1 Stone to go and running out of steam? Post here for support!!!

Mrs Scoffalot

Full Member
I have 1 more stone to go then I'm at goal.

But the thing is I am finding my will power is slowly fading.

This weekend I have eaten chicken and salad non stop and yesterday I had tuna and lettuce for lunch then I had chicken and salad for tea....... The problem is I am longing to eat normally again, not chips or chineses or pizza. Just normal healthly foods. The fact that I am just finding the CD shakes unbareable at the moment is another reason why I seem to be eating rather than having the shakes. BUT I ONLY HAVE 1 STONE TO GO!! so why can't I just ride it out. This stone is going to be a killer.

I plan on having my shakes today and only my shakes. no SS+ meals I just need to get this 1 stone off then I can look forward to eating healthily again while I go up the plans.

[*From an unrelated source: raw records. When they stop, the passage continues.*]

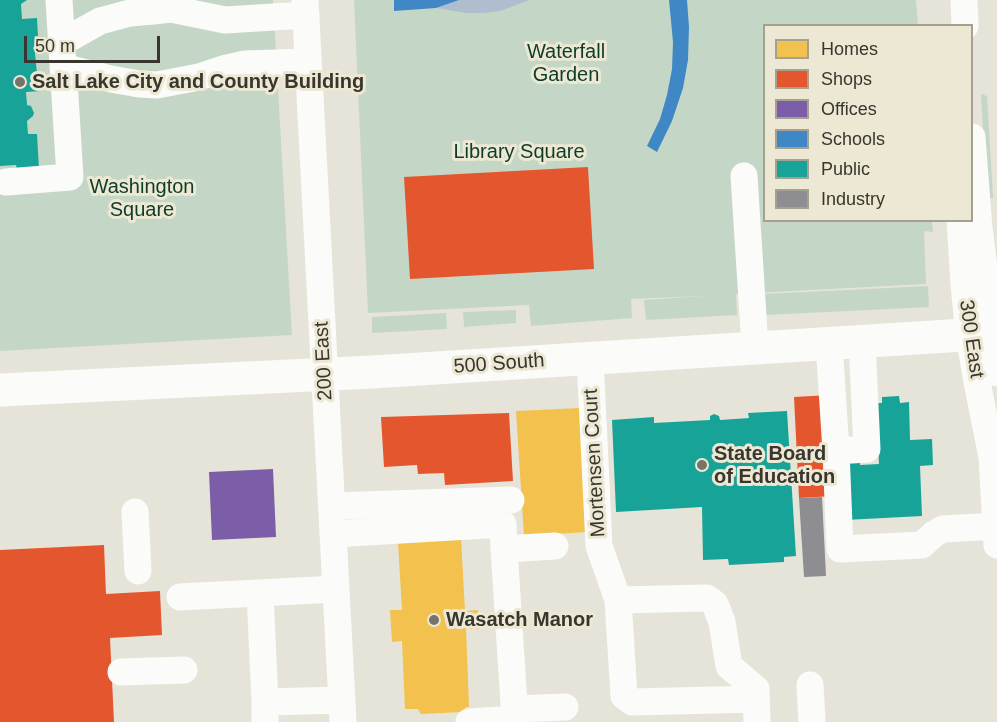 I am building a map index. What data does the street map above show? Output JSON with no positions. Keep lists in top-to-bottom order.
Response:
{
  "streets": {
    "main road": ["500 South"],
    "street": ["300 East", "200 East", "Mortensen Court"]
  },
  "crossings": [
    ["300 East", "500 South"],
    ["200 East", "500 South"],
    ["500 South", "Mortensen Court"]
  ],
  "parks": ["Waterfall Garden", "Library Square", "Washington Square"],
  "places": ["Salt Lake City and County Building", "State Board of Education", "Wasatch Manor"],
  "legend": [
    "Homes",
    "Shops",
    "Offices",
    "Schools",
    "Public",
    "Industry"
  ],
  "scale_bar": "50 m"
} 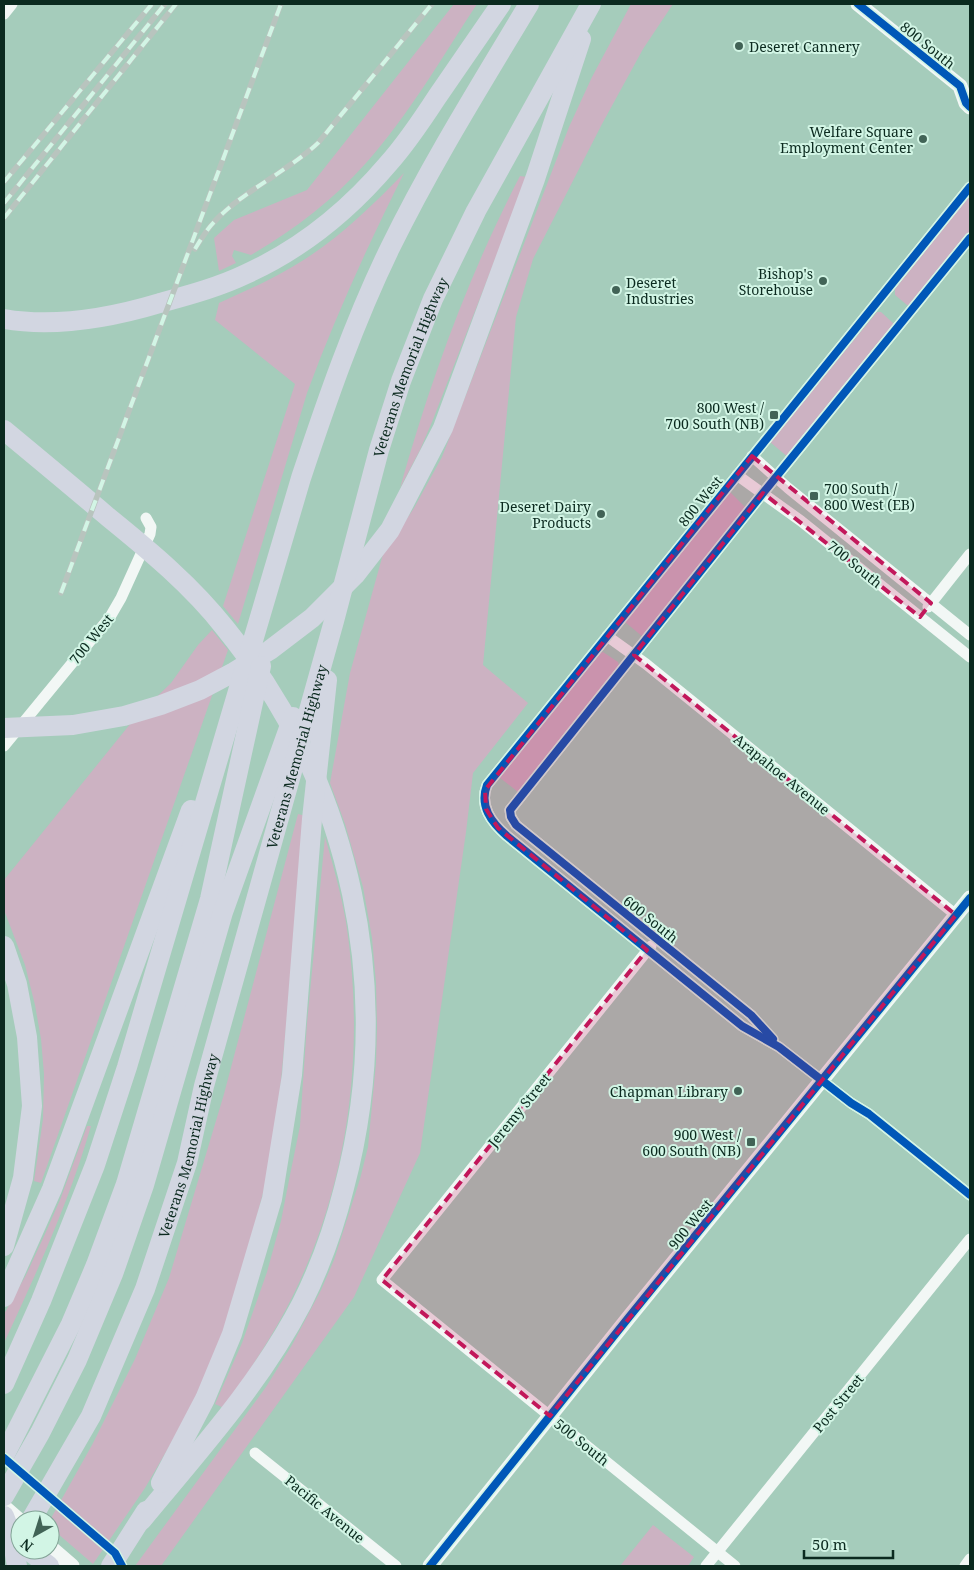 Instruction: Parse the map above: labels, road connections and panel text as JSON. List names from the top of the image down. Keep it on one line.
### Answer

Oh and PS. I will be going home (to Wales) in 2 weeks. well a week Friday and I want to have lost 7lb by then... GRRRRRR!!!!

:7600:
 
I'm in exactly the same position. 8 lbs to go, and I have messed around the last couple of weeks and stayed the same. I'm back on ss today, to get the last bit off. It is so so much harder and I don't really like ss+ or 810, just want this weight off quicker.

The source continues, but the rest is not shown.